Aim of the exercise = What you produce should match the records exactly, line for line.

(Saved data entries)

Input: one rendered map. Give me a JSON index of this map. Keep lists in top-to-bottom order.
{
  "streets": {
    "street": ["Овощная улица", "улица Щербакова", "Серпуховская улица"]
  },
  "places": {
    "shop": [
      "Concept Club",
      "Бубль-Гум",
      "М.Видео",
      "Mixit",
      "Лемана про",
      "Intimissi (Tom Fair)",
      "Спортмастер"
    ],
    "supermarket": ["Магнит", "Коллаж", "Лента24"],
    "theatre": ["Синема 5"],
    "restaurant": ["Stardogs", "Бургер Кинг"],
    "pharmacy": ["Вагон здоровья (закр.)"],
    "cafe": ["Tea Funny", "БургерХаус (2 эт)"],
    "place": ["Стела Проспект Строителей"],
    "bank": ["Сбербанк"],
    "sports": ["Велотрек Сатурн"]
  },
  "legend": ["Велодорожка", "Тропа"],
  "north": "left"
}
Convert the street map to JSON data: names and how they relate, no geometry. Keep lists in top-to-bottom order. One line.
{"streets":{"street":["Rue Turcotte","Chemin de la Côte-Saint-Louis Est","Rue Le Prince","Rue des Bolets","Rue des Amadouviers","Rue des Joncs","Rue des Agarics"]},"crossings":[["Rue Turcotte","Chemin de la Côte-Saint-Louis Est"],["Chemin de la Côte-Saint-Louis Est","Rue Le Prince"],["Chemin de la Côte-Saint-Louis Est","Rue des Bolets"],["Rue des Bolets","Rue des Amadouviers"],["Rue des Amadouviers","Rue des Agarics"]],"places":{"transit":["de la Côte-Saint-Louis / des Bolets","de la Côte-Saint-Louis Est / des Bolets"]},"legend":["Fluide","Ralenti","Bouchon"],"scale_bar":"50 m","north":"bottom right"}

Task solution =
Input: one rendered map. Give me a JSON index of this map. Keep lists in top-to-bottom order.
{
  "streets": {
    "street": ["Овощная улица", "улица Щербакова", "Серпуховская улица"]
  },
  "places": {
    "shop": [
      "Concept Club",
      "Бубль-Гум",
      "М.Видео",
      "Mixit",
      "Лемана про",
      "Intimissi (Tom Fair)",
      "Спортмастер"
    ],
    "supermarket": ["Магнит", "Коллаж", "Лента24"],
    "theatre": ["Синема 5"],
    "restaurant": ["Stardogs", "Бургер Кинг"],
    "pharmacy": ["Вагон здоровья (закр.)"],
    "cafe": ["Tea Funny", "БургерХаус (2 эт)"],
    "place": ["Стела Проспект Строителей"],
    "bank": ["Сбербанк"],
    "sports": ["Велотрек Сатурн"]
  },
  "legend": ["Велодорожка", "Тропа"],
  "north": "left"
}
Convert the street map to JSON data: names and how they relate, no geometry. Keep lists in top-to-bottom order. One line.
{"streets":{"street":["Rue Turcotte","Chemin de la Côte-Saint-Louis Est","Rue Le Prince","Rue des Bolets","Rue des Amadouviers","Rue des Joncs","Rue des Agarics"]},"crossings":[["Rue Turcotte","Chemin de la Côte-Saint-Louis Est"],["Chemin de la Côte-Saint-Louis Est","Rue Le Prince"],["Chemin de la Côte-Saint-Louis Est","Rue des Bolets"],["Rue des Bolets","Rue des Amadouviers"],["Rue des Amadouviers","Rue des Agarics"]],"places":{"transit":["de la Côte-Saint-Louis / des Bolets","de la Côte-Saint-Louis Est / des Bolets"]},"legend":["Fluide","Ralenti","Bouchon"],"scale_bar":"50 m","north":"bottom right"}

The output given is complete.